Assignment: Print exactly the lines below between the line holding "ctx.lineCap = dash ? 'butt' : 'round';" and the line holding "M1339 99 1365 118 1350 140 1323 121Z", inclusive, and nothing more.

▶

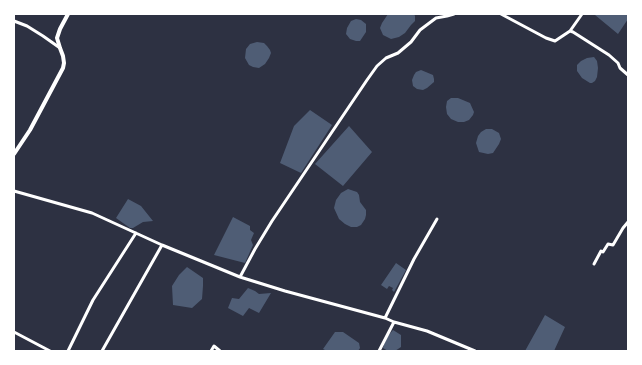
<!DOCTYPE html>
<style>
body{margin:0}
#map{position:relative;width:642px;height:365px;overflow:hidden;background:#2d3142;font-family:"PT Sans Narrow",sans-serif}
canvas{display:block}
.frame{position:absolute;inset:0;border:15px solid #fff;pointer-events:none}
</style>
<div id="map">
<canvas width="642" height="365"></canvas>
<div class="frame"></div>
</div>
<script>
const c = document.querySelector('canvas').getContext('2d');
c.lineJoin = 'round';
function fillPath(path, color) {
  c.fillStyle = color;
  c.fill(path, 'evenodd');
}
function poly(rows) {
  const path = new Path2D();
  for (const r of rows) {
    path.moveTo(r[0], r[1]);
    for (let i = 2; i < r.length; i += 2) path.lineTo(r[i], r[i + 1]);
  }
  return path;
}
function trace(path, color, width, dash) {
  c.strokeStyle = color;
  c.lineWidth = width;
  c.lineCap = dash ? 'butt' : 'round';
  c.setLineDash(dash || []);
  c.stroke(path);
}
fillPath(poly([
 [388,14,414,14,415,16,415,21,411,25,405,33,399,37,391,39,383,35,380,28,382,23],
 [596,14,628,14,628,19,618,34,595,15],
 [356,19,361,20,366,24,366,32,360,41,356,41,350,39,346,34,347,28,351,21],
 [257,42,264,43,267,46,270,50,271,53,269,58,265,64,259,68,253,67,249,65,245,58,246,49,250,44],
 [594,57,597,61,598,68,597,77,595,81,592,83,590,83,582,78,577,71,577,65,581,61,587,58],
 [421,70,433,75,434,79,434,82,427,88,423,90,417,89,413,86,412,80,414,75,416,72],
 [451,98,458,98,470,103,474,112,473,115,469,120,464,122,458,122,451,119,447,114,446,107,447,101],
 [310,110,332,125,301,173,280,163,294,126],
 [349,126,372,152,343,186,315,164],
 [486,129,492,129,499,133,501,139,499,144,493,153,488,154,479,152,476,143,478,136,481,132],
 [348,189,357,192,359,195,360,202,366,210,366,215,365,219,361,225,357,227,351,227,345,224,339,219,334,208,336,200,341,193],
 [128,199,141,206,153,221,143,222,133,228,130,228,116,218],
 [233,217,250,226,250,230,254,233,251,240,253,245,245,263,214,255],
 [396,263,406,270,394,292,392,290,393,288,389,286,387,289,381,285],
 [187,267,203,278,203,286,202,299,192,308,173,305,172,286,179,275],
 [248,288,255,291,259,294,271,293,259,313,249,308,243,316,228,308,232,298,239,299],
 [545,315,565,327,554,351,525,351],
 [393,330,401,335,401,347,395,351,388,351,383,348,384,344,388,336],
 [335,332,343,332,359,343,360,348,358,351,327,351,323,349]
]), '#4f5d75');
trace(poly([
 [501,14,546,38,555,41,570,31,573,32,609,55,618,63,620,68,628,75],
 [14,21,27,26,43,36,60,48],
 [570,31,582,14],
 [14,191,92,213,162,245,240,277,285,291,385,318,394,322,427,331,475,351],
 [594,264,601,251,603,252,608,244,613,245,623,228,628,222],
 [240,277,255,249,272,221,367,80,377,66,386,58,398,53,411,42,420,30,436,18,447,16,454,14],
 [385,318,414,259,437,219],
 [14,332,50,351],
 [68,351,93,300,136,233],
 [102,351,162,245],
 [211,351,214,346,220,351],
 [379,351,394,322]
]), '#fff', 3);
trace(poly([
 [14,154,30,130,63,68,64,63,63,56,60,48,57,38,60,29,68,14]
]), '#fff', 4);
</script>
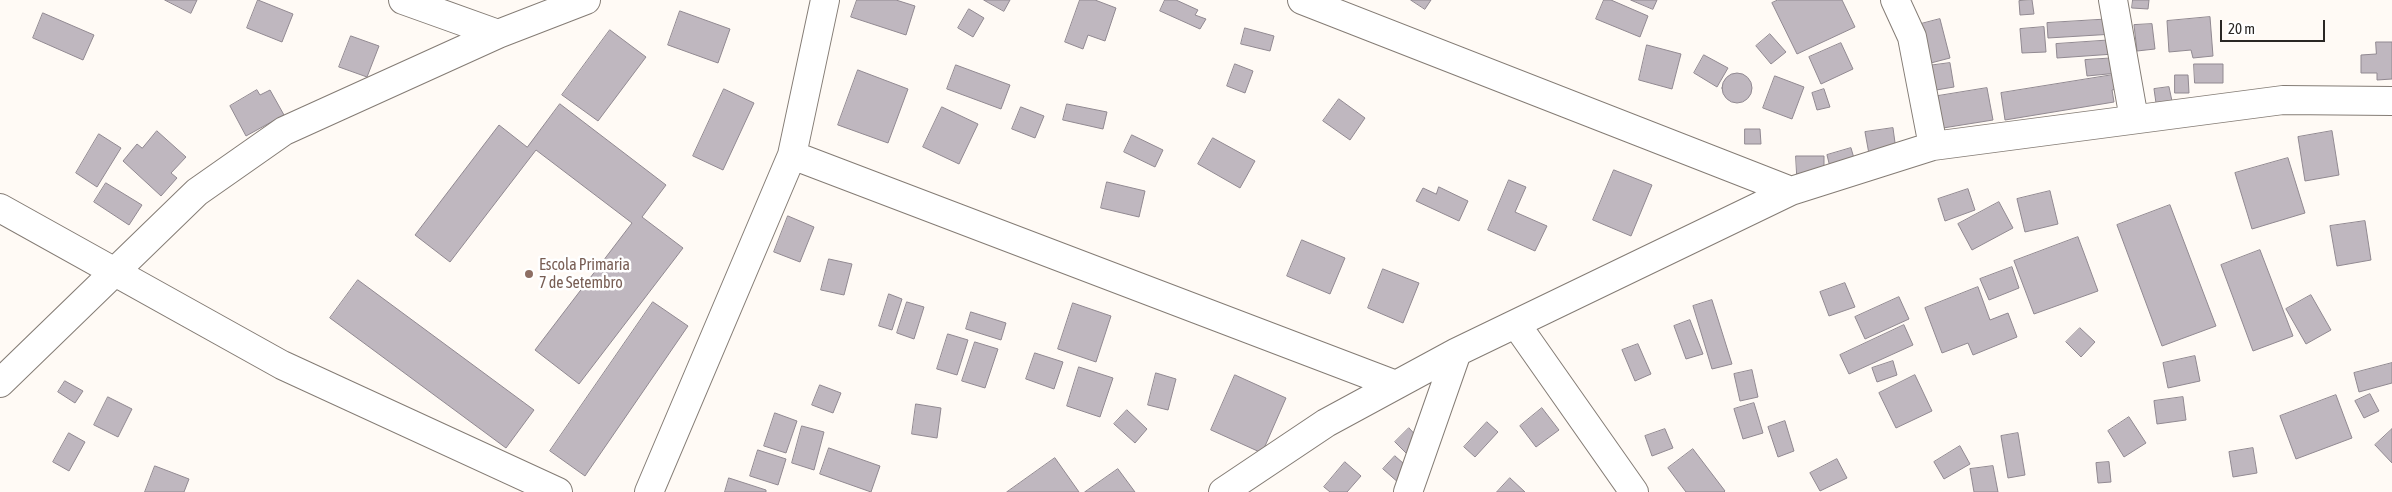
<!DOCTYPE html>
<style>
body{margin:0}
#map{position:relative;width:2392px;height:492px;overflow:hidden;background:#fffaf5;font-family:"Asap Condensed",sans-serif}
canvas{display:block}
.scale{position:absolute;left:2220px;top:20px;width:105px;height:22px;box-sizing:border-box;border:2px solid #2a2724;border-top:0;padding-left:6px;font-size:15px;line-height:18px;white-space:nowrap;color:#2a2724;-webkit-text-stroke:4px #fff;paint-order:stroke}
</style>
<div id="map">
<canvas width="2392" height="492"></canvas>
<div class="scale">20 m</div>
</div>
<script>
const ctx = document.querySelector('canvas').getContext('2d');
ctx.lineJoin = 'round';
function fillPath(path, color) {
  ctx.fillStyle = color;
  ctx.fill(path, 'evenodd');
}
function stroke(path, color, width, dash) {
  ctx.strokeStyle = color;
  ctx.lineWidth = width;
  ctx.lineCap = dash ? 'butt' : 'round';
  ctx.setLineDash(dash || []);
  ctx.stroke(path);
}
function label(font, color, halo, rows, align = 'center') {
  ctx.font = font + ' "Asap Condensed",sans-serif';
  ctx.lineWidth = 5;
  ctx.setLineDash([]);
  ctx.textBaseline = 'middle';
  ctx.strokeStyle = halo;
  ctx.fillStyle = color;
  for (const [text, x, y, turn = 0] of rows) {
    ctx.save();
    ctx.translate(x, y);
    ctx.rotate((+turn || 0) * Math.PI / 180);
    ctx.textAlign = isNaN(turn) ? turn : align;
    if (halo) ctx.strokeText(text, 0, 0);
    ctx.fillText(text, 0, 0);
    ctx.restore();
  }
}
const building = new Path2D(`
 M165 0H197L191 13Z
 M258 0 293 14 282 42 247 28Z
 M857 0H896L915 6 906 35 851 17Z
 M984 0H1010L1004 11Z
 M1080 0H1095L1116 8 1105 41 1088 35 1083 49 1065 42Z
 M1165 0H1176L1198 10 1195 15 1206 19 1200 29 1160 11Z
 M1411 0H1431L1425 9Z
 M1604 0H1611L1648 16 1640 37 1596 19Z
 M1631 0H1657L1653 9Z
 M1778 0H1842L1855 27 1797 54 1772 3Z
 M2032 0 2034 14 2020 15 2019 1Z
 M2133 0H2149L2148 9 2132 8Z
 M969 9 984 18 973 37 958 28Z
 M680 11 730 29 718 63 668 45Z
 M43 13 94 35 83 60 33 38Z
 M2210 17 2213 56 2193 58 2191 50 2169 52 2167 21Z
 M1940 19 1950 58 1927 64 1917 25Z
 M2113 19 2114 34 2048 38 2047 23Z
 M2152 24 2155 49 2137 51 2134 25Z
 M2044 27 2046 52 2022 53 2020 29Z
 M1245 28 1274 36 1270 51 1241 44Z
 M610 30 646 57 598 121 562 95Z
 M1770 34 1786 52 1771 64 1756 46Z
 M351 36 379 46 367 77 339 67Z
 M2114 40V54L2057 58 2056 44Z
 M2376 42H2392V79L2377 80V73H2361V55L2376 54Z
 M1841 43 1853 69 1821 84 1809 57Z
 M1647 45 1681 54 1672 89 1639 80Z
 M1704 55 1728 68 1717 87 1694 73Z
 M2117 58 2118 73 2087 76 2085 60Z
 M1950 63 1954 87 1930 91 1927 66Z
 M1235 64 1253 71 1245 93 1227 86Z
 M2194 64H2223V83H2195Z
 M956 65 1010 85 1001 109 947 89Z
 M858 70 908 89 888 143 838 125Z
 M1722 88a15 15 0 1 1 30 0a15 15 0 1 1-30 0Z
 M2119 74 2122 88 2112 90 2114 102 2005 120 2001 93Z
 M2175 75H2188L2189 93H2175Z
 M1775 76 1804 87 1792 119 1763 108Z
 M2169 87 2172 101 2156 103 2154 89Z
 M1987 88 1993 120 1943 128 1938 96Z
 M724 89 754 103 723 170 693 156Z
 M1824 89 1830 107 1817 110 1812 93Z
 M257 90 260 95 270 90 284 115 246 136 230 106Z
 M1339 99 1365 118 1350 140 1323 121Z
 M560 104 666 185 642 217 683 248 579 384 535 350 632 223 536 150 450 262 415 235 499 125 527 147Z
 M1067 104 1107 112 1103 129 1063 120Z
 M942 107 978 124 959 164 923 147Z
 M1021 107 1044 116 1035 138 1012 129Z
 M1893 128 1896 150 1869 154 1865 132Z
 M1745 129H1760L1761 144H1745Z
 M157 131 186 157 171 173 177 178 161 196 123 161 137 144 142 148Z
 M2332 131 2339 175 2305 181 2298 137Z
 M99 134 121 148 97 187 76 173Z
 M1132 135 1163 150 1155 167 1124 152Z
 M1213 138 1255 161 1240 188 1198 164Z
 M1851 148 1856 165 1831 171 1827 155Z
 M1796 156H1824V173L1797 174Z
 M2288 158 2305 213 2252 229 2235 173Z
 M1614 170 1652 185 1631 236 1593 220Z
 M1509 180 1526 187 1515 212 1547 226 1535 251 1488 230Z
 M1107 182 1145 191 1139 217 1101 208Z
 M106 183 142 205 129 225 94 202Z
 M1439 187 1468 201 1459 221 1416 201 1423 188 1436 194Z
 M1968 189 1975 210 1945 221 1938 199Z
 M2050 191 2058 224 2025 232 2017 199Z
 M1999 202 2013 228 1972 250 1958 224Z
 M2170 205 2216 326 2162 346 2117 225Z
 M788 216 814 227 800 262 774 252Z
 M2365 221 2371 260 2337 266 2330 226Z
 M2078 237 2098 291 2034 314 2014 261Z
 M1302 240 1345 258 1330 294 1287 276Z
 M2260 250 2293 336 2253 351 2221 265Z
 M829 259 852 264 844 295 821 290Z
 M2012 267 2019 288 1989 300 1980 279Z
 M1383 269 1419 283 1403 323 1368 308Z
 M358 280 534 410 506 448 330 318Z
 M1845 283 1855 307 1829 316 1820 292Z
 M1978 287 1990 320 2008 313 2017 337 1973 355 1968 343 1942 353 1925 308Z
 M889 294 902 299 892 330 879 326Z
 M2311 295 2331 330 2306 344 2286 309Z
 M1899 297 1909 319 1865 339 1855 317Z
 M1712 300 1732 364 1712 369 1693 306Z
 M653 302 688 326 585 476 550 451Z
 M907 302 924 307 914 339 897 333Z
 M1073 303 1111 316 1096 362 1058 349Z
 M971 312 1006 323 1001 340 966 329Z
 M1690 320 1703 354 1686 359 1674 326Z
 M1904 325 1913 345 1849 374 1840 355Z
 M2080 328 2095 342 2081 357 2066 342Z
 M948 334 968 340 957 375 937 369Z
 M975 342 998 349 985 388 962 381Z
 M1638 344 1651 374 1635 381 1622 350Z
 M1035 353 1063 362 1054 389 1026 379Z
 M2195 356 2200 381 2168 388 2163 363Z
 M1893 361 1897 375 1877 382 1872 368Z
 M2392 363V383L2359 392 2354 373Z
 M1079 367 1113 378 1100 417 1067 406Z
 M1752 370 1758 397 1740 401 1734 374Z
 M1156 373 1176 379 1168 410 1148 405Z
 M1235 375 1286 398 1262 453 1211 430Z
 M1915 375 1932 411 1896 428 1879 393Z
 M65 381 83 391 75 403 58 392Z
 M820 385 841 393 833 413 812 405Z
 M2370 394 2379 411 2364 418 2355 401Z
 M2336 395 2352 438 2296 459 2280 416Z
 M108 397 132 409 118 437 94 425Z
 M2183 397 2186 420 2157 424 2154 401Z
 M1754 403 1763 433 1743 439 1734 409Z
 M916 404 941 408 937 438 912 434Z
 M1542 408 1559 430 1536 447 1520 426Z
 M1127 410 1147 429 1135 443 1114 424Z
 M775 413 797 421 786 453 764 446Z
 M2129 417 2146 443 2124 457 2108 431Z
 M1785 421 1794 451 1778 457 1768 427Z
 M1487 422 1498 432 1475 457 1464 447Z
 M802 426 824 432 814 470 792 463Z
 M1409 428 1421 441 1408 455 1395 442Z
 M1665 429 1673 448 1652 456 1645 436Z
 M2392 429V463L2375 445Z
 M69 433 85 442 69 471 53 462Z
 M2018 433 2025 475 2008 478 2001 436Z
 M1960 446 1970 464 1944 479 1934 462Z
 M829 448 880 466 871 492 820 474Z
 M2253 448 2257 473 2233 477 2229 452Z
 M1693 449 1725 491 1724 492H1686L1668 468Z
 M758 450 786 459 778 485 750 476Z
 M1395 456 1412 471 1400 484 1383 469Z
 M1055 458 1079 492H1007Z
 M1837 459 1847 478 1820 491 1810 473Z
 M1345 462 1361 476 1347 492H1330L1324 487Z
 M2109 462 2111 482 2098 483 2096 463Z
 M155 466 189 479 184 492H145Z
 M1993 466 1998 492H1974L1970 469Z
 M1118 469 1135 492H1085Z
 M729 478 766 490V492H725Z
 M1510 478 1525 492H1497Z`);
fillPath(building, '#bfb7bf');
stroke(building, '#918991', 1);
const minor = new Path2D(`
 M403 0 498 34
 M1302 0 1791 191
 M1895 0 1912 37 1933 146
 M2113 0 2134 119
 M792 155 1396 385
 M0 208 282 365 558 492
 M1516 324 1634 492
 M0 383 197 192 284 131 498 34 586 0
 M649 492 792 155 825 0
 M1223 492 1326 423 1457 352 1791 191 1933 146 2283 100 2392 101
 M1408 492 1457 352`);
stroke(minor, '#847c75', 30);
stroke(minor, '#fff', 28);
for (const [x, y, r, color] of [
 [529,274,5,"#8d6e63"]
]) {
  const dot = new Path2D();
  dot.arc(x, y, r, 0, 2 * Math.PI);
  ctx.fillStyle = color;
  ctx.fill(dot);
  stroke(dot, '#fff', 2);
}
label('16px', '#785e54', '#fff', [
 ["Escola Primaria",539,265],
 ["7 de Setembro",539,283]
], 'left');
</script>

◀

Answer to this problem:
  ctx.lineCap = dash ? 'butt' : 'round';
  ctx.setLineDash(dash || []);
  ctx.stroke(path);
}
function label(font, color, halo, rows, align = 'center') {
  ctx.font = font + ' "Asap Condensed",sans-serif';
  ctx.lineWidth = 5;
  ctx.setLineDash([]);
  ctx.textBaseline = 'middle';
  ctx.strokeStyle = halo;
  ctx.fillStyle = color;
  for (const [text, x, y, turn = 0] of rows) {
    ctx.save();
    ctx.translate(x, y);
    ctx.rotate((+turn || 0) * Math.PI / 180);
    ctx.textAlign = isNaN(turn) ? turn : align;
    if (halo) ctx.strokeText(text, 0, 0);
    ctx.fillText(text, 0, 0);
    ctx.restore();
  }
}
const building = new Path2D(`
 M165 0H197L191 13Z
 M258 0 293 14 282 42 247 28Z
 M857 0H896L915 6 906 35 851 17Z
 M984 0H1010L1004 11Z
 M1080 0H1095L1116 8 1105 41 1088 35 1083 49 1065 42Z
 M1165 0H1176L1198 10 1195 15 1206 19 1200 29 1160 11Z
 M1411 0H1431L1425 9Z
 M1604 0H1611L1648 16 1640 37 1596 19Z
 M1631 0H1657L1653 9Z
 M1778 0H1842L1855 27 1797 54 1772 3Z
 M2032 0 2034 14 2020 15 2019 1Z
 M2133 0H2149L2148 9 2132 8Z
 M969 9 984 18 973 37 958 28Z
 M680 11 730 29 718 63 668 45Z
 M43 13 94 35 83 60 33 38Z
 M2210 17 2213 56 2193 58 2191 50 2169 52 2167 21Z
 M1940 19 1950 58 1927 64 1917 25Z
 M2113 19 2114 34 2048 38 2047 23Z
 M2152 24 2155 49 2137 51 2134 25Z
 M2044 27 2046 52 2022 53 2020 29Z
 M1245 28 1274 36 1270 51 1241 44Z
 M610 30 646 57 598 121 562 95Z
 M1770 34 1786 52 1771 64 1756 46Z
 M351 36 379 46 367 77 339 67Z
 M2114 40V54L2057 58 2056 44Z
 M2376 42H2392V79L2377 80V73H2361V55L2376 54Z
 M1841 43 1853 69 1821 84 1809 57Z
 M1647 45 1681 54 1672 89 1639 80Z
 M1704 55 1728 68 1717 87 1694 73Z
 M2117 58 2118 73 2087 76 2085 60Z
 M1950 63 1954 87 1930 91 1927 66Z
 M1235 64 1253 71 1245 93 1227 86Z
 M2194 64H2223V83H2195Z
 M956 65 1010 85 1001 109 947 89Z
 M858 70 908 89 888 143 838 125Z
 M1722 88a15 15 0 1 1 30 0a15 15 0 1 1-30 0Z
 M2119 74 2122 88 2112 90 2114 102 2005 120 2001 93Z
 M2175 75H2188L2189 93H2175Z
 M1775 76 1804 87 1792 119 1763 108Z
 M2169 87 2172 101 2156 103 2154 89Z
 M1987 88 1993 120 1943 128 1938 96Z
 M724 89 754 103 723 170 693 156Z
 M1824 89 1830 107 1817 110 1812 93Z
 M257 90 260 95 270 90 284 115 246 136 230 106Z
 M1339 99 1365 118 1350 140 1323 121Z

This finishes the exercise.